### WHAT THE TASK REQUIRES
In the listing below, find each line that holds "Vernay" and list it.

### RECORDS FOR THE TASK
• • • • •
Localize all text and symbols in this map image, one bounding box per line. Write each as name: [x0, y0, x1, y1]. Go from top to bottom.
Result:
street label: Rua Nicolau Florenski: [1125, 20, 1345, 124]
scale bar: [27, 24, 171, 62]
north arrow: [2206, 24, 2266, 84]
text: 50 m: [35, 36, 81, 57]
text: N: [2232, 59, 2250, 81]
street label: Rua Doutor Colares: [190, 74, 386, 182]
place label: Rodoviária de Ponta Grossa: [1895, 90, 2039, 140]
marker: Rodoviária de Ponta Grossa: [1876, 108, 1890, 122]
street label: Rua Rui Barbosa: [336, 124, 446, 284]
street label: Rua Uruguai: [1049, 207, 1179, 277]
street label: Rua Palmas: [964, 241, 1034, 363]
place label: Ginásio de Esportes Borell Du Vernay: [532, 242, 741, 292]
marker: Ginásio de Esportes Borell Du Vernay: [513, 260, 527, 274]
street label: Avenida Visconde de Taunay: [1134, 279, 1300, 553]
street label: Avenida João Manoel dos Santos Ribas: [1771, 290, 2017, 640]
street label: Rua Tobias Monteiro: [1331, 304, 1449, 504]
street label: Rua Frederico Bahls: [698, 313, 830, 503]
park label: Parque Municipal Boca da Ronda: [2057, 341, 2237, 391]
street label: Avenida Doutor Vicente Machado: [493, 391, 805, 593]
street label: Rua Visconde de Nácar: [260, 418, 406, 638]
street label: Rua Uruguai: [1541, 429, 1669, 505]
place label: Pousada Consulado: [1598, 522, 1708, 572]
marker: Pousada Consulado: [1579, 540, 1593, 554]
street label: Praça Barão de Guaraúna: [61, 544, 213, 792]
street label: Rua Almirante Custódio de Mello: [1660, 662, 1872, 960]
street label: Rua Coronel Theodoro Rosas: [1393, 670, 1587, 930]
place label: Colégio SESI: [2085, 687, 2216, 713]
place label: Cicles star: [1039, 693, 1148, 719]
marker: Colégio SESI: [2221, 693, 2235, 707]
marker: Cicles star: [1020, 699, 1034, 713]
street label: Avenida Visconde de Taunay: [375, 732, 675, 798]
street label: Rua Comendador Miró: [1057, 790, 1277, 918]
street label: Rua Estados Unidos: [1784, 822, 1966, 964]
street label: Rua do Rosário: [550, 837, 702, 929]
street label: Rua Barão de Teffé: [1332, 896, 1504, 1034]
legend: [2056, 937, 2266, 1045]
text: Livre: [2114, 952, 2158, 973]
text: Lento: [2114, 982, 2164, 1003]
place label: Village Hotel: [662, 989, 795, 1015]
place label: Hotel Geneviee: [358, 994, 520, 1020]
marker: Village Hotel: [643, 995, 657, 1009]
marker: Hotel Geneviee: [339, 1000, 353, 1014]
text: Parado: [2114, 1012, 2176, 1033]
• • • • •
### YOUR RESPONSE
place label: Ginásio de Esportes Borell Du Vernay: [532, 242, 741, 292]
marker: Ginásio de Esportes Borell Du Vernay: [513, 260, 527, 274]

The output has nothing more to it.